Les scientifiques étudient depuis un certain temps l'impact potentiel du paracétamol sur le développement du fœtus. "Il y a maintenant un ensemble significatif de preuves qui suggèrent que le paracétamol perturbe le développement reproductif des animaux et des humains", explique la co-autrice Shanna Swan, professeure de médecine environnementale et de santé publique à la Icahn School of Medicine at Mount Sinai à New York.

Les risques connus sont ceux de testicules non descendus et un raccourcissement de la distance ano-génitale, "ce qui permet de prédire une diminution ultérieure du nombre de spermatozoïdes et une baisse de la fertilité", poursuit la chercheuse. "Nous constatons également une altération de la fonction ovarienne qui a des conséquences sur la fertilité ultérieure, bien que les femmes aient été moins étudiées."

Une consommation trop importante de paracétamol a aussi des effets sur le développement neurologique du futur enfant. "Les troubles identifiés étaient principalement le trouble d'hyperactivité avec déficit de l'attention, ou TDAH, et les anomalies comportementales liées au TDAH, qui comprennent également les troubles du spectre autistique, les retards de langage, la diminution du QI et les troubles du comportement", détaille Ann Bauer, qui a aussi participé à l’étude.

Mieux informer les femmes enceintes sur les risques

Les auteurs notent cependant que la consommation à court terme - deux semaines ou moins - comportait le moins de risques pour le foetus. "C'est parmi les femmes qui déclarent avoir utilisé l'acétaminophène pendant une période plus longue - environ deux semaines ou plus de deux semaines pendant la grossesse - que l'on trouve les associations les plus fortes", explique le Pr Kristensen. Les auteurs estiment que "des recherches supplémentaires sont nécessaires pour comprendre les mécanismes et contrôler les autres expositions.
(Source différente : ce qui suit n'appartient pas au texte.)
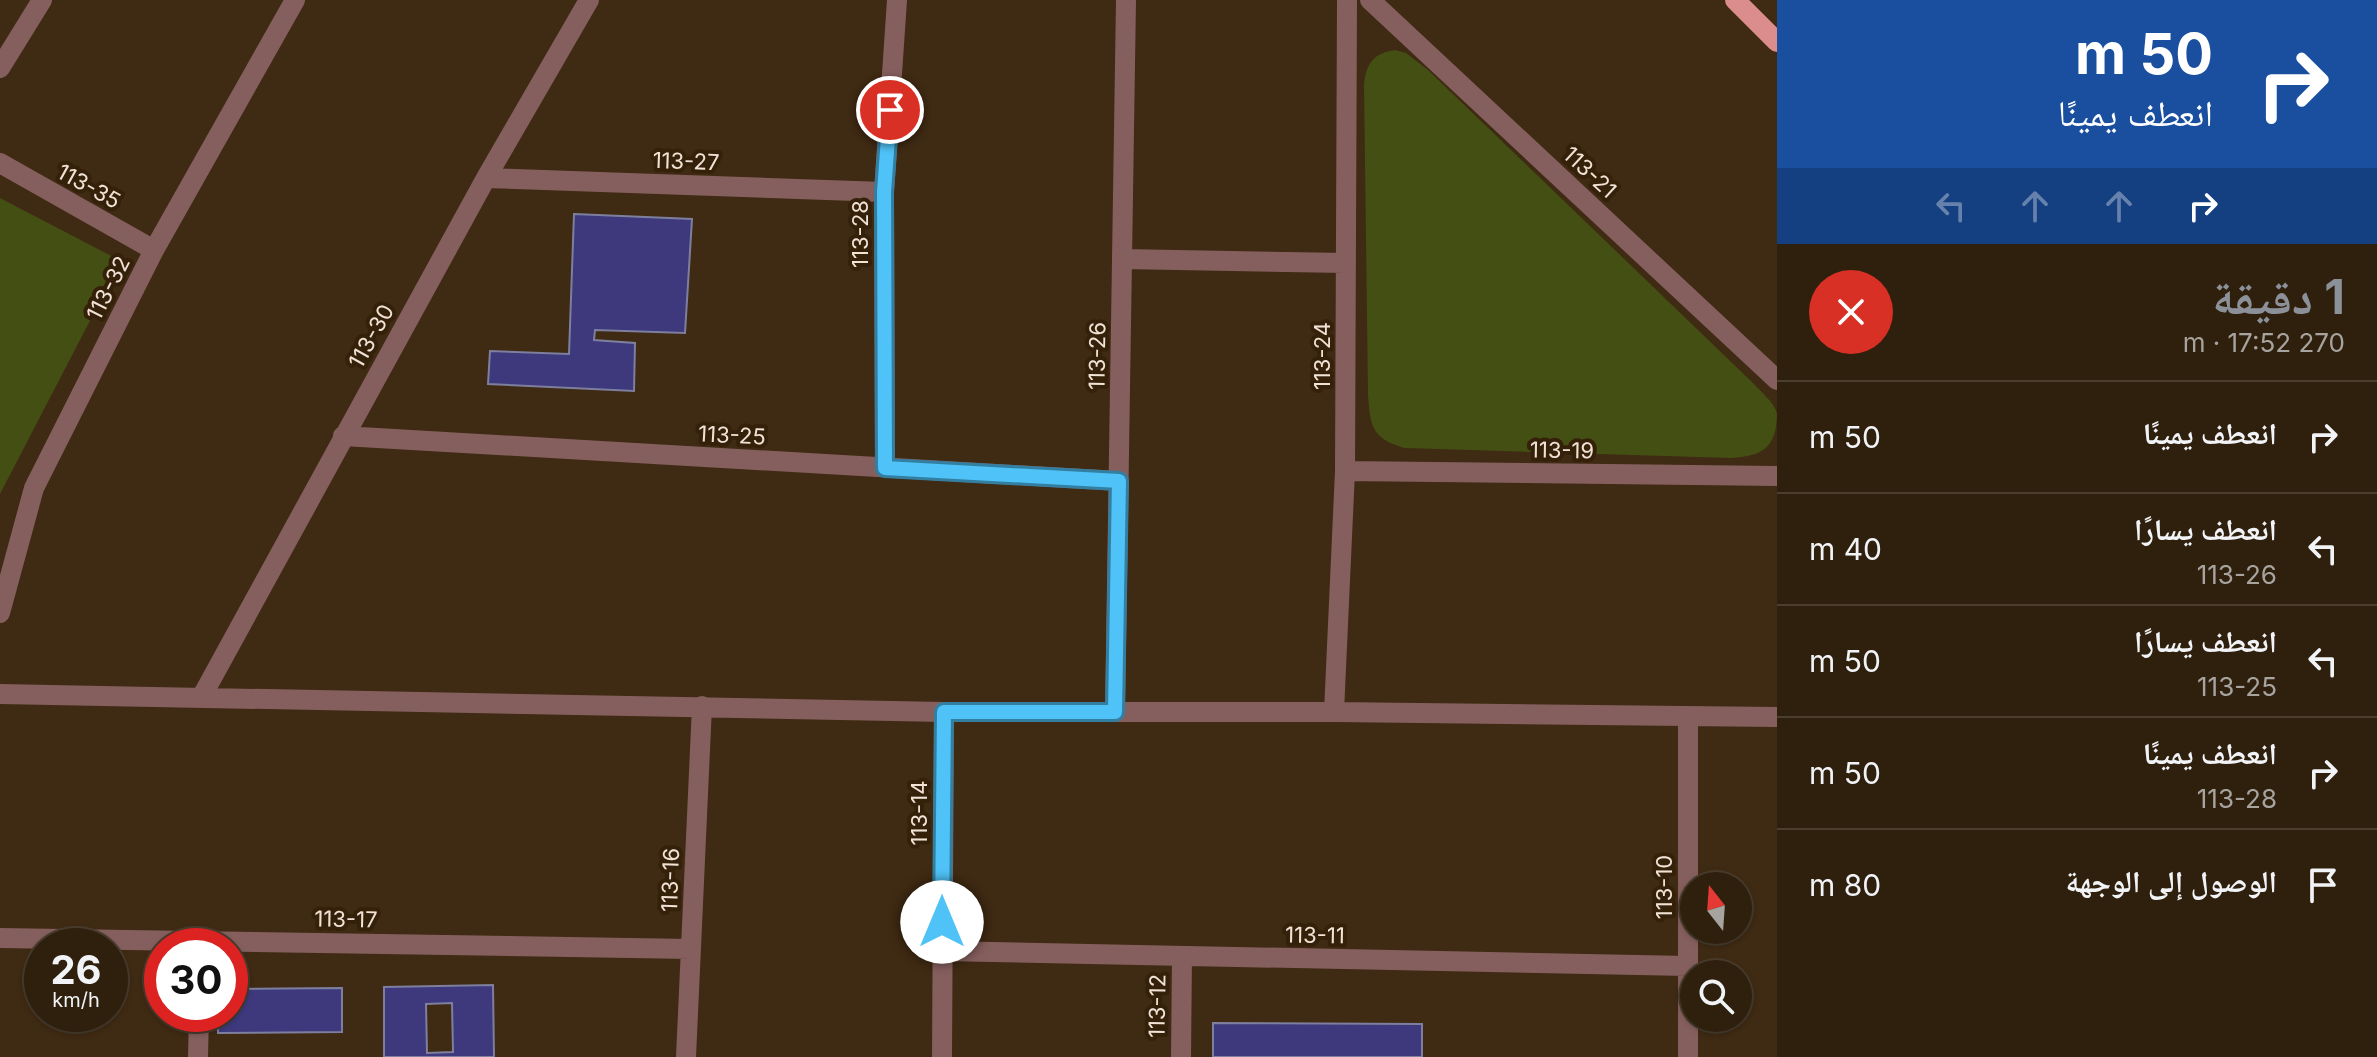 <!DOCTYPE html>
<html lang="ar">
<head>
<meta charset="utf-8">
<style>
  body { margin:0; font-family:Inter,"Noto Naskh Arabic",sans-serif; background:#3b2d1c; color:#f1f3f6; direction:rtl; height:100vh; display:flex; flex-direction:column; font-size:30px; white-space:nowrap }
  * { box-sizing:border-box; margin:0 }
  p { font-size:26px; color:#a7a39e }
  .icon { flex:none; width:44px; height:44px; fill:none; stroke:currentColor; stroke-width:2; stroke-linecap:round; stroke-linejoin:round }
  .map { position:relative; flex:1; overflow:hidden; direction:ltr }
  .drawer { display:flex; flex-direction:column; background:#2f200e; width:600px }
  .drawer>* { flex:none }
  .hud { background:#1a4fa0; color:#fff; overflow:hidden }
  .needle { width:52px; rotate:343deg }
  .buttons { position:absolute; left:1680px; top:872px; display:grid; gap:16px }
  .buttons a { display:grid; place-items:center; width:72px; height:72px; border-radius:50%; background:#2f200e; box-shadow:0 2px 6px #0004,0 0 0 2px #4a3e2e; font-size:40px }
  .speed { position:absolute; left:24px; top:928px; display:flex; gap:16px; font-size:40px; font-weight:700; text-align:center }
  .speed>* { display:grid; place-content:center; width:104px; height:104px; border-radius:50%; background:#2f200e; box-shadow:0 2px 6px #0004,0 0 0 2px #4a3e2e; line-height:1 }
  .speed small { font-size:20px; font-weight:400 }
  .speed .limit { border:12px solid #d22; background:#fff; color:#111 }
  .pin { position:absolute; display:grid; place-items:center; width:68px; height:68px; color:#fff; margin:-34px; border:4px solid #fff; border-radius:50%; box-shadow:0 2px 8px #0007 }
  .me { position:absolute; width:88px; margin:-44px; rotate:0deg; stroke-linejoin:round; filter:drop-shadow(0 0 6px #0008) }
  .turn { display:flex; align-items:center; gap:28px; height:168px; padding:0 32px; font-size:36px }
  .turn .icon { width:104px; height:104px; stroke-width:2.5 }
  .turn b { display:block; font-size:56px; line-height:68px }
  .lanes { display:flex; align-items:center; height:76px; padding:0 32px; background:#0003; justify-content:center; gap:40px; direction:ltr }
  .lanes .off { opacity:.35 }
  .round { display:grid; place-items:center; flex:none; width:84px; height:84px; border-radius:42px; background:#3b2d1c }
  .summary { display:flex; align-items:center; justify-content:space-between; height:136px; padding:0 32px }
  h1 { font-size:48px; font-weight:700; line-height:60px; color:#8c9099 }
  ul { padding:0; list-style:none }
  li { display:flex; align-items:center; gap:24px; height:112px; padding:0 32px; border-top:2px solid #4a3e2e }
  li div { flex:1 }
  li b { display:block; font-size:30px }
  li em { font-style:normal }
  main { display:flex; flex:1; min-height:0 }
  .map>svg:first-child { display:block }
  .green { fill:#444f13 }
  .building { fill:#3d397c; stroke:#7e7f9f; stroke-width:2; fill-rule:evenodd }
  .lines { fill:none; stroke-linecap:round; stroke-linejoin:round }
  .minor { stroke:#855f5e; stroke-width:20 }
  .major { stroke:#da8d8c; stroke-width:20 }
  .route-casing { stroke:#337fa1; stroke-width:20 }
  .route { stroke:#4fc3f7; stroke-width:14 }
  .labels { text-anchor:middle; stroke-width:8; stroke-linejoin:round; paint-order:stroke }
  .street-label { font-size:22px; fill:#f0e2d5; stroke:#352009 }
</style>
</head>
<body>
<main>
<section class="drawer">
<div class="hud">
<div class="turn"><svg class="icon" aria-label="right" viewBox="0 0 24 24"><path d="M7 20v-9h11M14 6l5 5-5 5"/></svg><div><b>50 m</b>انعطف يمينًا</div></div>
<div class="lanes"><svg class="icon off" aria-label="left" viewBox="0 0 24 24"><path d="M17 20v-9H6M10 6l-5 5 5 5"/></svg><svg class="icon off" aria-label="ahead" viewBox="0 0 24 24"><path d="M12 20V5M6 11l6-6 6 6"/></svg><svg class="icon off" aria-label="ahead" viewBox="0 0 24 24"><path d="M12 20V5M6 11l6-6 6 6"/></svg><svg class="icon" aria-label="right" viewBox="0 0 24 24"><path d="M7 20v-9h11M14 6l5 5-5 5"/></svg></div>
</div>
<div class="summary"><div><h1>1 دقيقة</h1><p>270 m · 17:52</p></div><a class="round" style="background:#d93025;color:#fff"><svg class="icon" aria-label="close" viewBox="0 0 24 24"><path d="M6 6l12 12M18 6L6 18"/></svg></a></div>
<ul>
<li><svg class="icon" aria-label="right" viewBox="0 0 24 24"><path d="M7 20v-9h11M14 6l5 5-5 5"/></svg><div><b>انعطف يمينًا</b></div><em>50 m</em></li>
<li><svg class="icon" aria-label="left" viewBox="0 0 24 24"><path d="M17 20v-9H6M10 6l-5 5 5 5"/></svg><div><b>انعطف يسارًا</b><p>113-26</p></div><em>40 m</em></li>
<li><svg class="icon" aria-label="left" viewBox="0 0 24 24"><path d="M17 20v-9H6M10 6l-5 5 5 5"/></svg><div><b>انعطف يسارًا</b><p>113-25</p></div><em>50 m</em></li>
<li><svg class="icon" aria-label="right" viewBox="0 0 24 24"><path d="M7 20v-9h11M14 6l5 5-5 5"/></svg><div><b>انعطف يمينًا</b><p>113-28</p></div><em>50 m</em></li>
<li><svg class="icon" aria-label="arrive" viewBox="0 0 24 24"><path d="M6 21V4h12l-3 4 3 4H6"/></svg><div><b>الوصول إلى الوجهة</b></div><em>80 m</em></li>
</ul>
</section>
<div class="map">
<svg width="1777" height="1057" viewBox="0 0 1777 1057">
  <rect width="100%" height="100%" fill="#3f2a13"/>
  <path class="green" d="M1395,50L1406,53L1428,70L1753,383C1760,391 1774,402 1777,413C1777,450 1760,456 1731,458L1404,448C1371,438 1370,425 1368,394L1364,85C1366,63 1374,53 1395,50Z
    M0,198L121,261L0,494Z"/>
  <path class="building" d="M574,214L692,219L685,333L595,330L594,340L635,343L634,391L488,384L490,351L569,354Z
    M493,985L494,1057H384V987ZM452,1003L453,1052L427,1053L426,1004Z
    M342,988V1032L218,1033V1014H230V989Z
    M1213,1023L1422,1024V1057H1213Z"/>
  <g class="lines">
    <path class="minor" d="M1370,0L1777,380
      M0,68L42,0
      M0,163L154,250
      M486,178L884,192
      M1122,259L1346,263
      M343,436L1119,481
      M885,468L884,192L897,0
      M1345,471L1777,476
      M0,613L34,488L154,250L295,0
      M0,694L944,712H1334L1777,717
      M201,698L486,178L589,0
      M1115,712L1126,0
      M1334,712L1345,471L1347,0
      M0,938L691,949
      M942,951L1688,966
      M198,1057L199,1014
      M686,1057L702,706
      M942,1057L944,712
      M1181,1057L1182,956
      M1688,1057V717"/>
    <path class="major" d="M1735,0L1777,42"/>
  </g>
  <g class="lines">
    <defs>
      <path id="route" d="M890,110L884,192L885,468L1119,481L1115,712H944L942,922"/>
    </defs>
    <use href="#route" class="route-casing"/>
    <use href="#route" class="route"/>
  </g>
  <g class="labels">
    <g class="street-label">
      <text transform="translate(686 161) rotate(2)" y="8">113-27</text>
      <text transform="translate(1590 172) rotate(43)" y="8">113-21</text>
      <text transform="translate(89 186) rotate(29)" y="8">113-35</text>
      <text transform="translate(860 234) rotate(-90)" y="8">113-28</text>
      <text transform="translate(108 288) rotate(-63)" y="8">113-32</text>
      <text transform="translate(371 336) rotate(-61)" y="8">113-30</text>
      <text transform="translate(1097 356) rotate(-89)" y="8">113-26</text>
      <text transform="translate(1322 356) rotate(-90)" y="8">113-24</text>
      <text transform="translate(732 435) rotate(3)" y="8">113-25</text>
      <text transform="translate(1562 450) rotate(1)" y="8">113-19</text>
      <text transform="translate(919 813) rotate(-90)" y="8">113-14</text>
      <text transform="translate(670 880) rotate(-88)" y="8">113-16</text>
      <text transform="translate(1664 887) rotate(-90)" y="8">113-10</text>
      <text transform="translate(346 919) rotate(1)" y="8">113-17</text>
      <text transform="translate(1315 935) rotate(1)" y="8">113-11</text>
      <text transform="translate(1157 1006) rotate(-89)" y="8">113-12</text>
    </g>
  </g>
</svg>
<div class="buttons">
<a><svg class="needle" viewBox="-14 -14 28 28"><path d="M0-13l5 13h-10z" fill="#e53935"/><path d="M0 13l5-13h-10z" fill="#a7a39e"/></svg></a>
<a><svg class="icon" aria-label="search" viewBox="0 0 24 24"><circle cx="10" cy="10" r="6"/><path d="M15 15l6 6"/></svg></a>
</div>
<div class="speed"><div>26<small>km/h</small></div><div class="limit">30</div></div>
<div class="pin" style="left:890px;top:110px;background:#d93025"><svg class="icon" aria-label="arrive" viewBox="0 0 24 24"><path d="M6 21V4h12l-3 4 3 4H6"/></svg></div>
<svg class="me" style="left:942px;top:922px" viewBox="-20 -20 40 40"><circle r="19" fill="#fff"/><path d="M0-13L10 11 0 6-10 11z" fill="#4fc3f7"/></svg>
</div>
</main>
</body>
</html>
Mais le fait est qu'il existe des preuves substantielles qui suggèrent qu'au minimum, il s'agit d'un danger pour le fœtus".

D’où la nécessité pour les professionnels de santé de mesurer les risques de la consommation de paracétamol chez les femmes enceintes, et de les prendre en compte en cas de prescription. Ils doivent aussi avertir les femmes enceintes de "renoncer à l'utilisation" du paracétamol pendant la grossesse "sauf si son utilisation est médicalement indiquée". Même après avoir obtenu l'approbation d'un médecin, les femmes doivent quant à elle "minimiser leur exposition en utilisant la dose efficace la plus faible pendant la durée la plus courte possible".